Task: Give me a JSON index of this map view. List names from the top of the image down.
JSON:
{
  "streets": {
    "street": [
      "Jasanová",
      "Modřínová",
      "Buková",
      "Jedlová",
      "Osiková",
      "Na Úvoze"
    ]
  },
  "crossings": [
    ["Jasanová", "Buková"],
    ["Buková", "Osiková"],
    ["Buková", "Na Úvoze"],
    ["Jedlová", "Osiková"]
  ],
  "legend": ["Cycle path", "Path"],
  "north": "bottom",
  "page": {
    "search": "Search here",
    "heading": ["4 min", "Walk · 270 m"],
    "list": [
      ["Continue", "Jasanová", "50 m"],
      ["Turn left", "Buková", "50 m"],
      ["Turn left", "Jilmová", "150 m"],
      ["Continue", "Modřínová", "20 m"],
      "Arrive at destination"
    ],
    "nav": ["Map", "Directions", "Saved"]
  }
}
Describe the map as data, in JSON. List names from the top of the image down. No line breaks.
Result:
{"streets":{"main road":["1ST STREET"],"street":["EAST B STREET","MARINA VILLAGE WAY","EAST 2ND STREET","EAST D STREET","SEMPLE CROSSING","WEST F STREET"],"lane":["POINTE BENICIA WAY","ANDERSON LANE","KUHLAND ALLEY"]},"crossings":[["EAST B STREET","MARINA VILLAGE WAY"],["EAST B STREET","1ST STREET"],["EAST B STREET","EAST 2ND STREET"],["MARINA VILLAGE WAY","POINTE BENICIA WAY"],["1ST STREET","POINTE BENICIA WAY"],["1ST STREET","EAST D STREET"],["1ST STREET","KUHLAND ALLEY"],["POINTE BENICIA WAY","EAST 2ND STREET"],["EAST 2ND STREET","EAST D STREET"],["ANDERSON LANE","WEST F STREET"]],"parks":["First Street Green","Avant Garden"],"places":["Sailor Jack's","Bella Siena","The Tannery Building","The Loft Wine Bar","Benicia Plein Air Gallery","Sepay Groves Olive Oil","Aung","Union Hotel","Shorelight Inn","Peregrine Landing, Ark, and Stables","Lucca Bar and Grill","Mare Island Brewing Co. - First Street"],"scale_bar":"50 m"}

* **Task goal**:
An acceptable answer repeats every entry exactly, with nothing omitted.

* **Output**:
Task: Give me a JSON index of this map view. List names from the top of the image down.
JSON:
{
  "streets": {
    "street": [
      "Jasanová",
      "Modřínová",
      "Buková",
      "Jedlová",
      "Osiková",
      "Na Úvoze"
    ]
  },
  "crossings": [
    ["Jasanová", "Buková"],
    ["Buková", "Osiková"],
    ["Buková", "Na Úvoze"],
    ["Jedlová", "Osiková"]
  ],
  "legend": ["Cycle path", "Path"],
  "north": "bottom",
  "page": {
    "search": "Search here",
    "heading": ["4 min", "Walk · 270 m"],
    "list": [
      ["Continue", "Jasanová", "50 m"],
      ["Turn left", "Buková", "50 m"],
      ["Turn left", "Jilmová", "150 m"],
      ["Continue", "Modřínová", "20 m"],
      "Arrive at destination"
    ],
    "nav": ["Map", "Directions", "Saved"]
  }
}
Describe the map as data, in JSON. List names from the top of the image down. No line breaks.
Result:
{"streets":{"main road":["1ST STREET"],"street":["EAST B STREET","MARINA VILLAGE WAY","EAST 2ND STREET","EAST D STREET","SEMPLE CROSSING","WEST F STREET"],"lane":["POINTE BENICIA WAY","ANDERSON LANE","KUHLAND ALLEY"]},"crossings":[["EAST B STREET","MARINA VILLAGE WAY"],["EAST B STREET","1ST STREET"],["EAST B STREET","EAST 2ND STREET"],["MARINA VILLAGE WAY","POINTE BENICIA WAY"],["1ST STREET","POINTE BENICIA WAY"],["1ST STREET","EAST D STREET"],["1ST STREET","KUHLAND ALLEY"],["POINTE BENICIA WAY","EAST 2ND STREET"],["EAST 2ND STREET","EAST D STREET"],["ANDERSON LANE","WEST F STREET"]],"parks":["First Street Green","Avant Garden"],"places":["Sailor Jack's","Bella Siena","The Tannery Building","The Loft Wine Bar","Benicia Plein Air Gallery","Sepay Groves Olive Oil","Aung","Union Hotel","Shorelight Inn","Peregrine Landing, Ark, and Stables","Lucca Bar and Grill","Mare Island Brewing Co. - First Street"],"scale_bar":"50 m"}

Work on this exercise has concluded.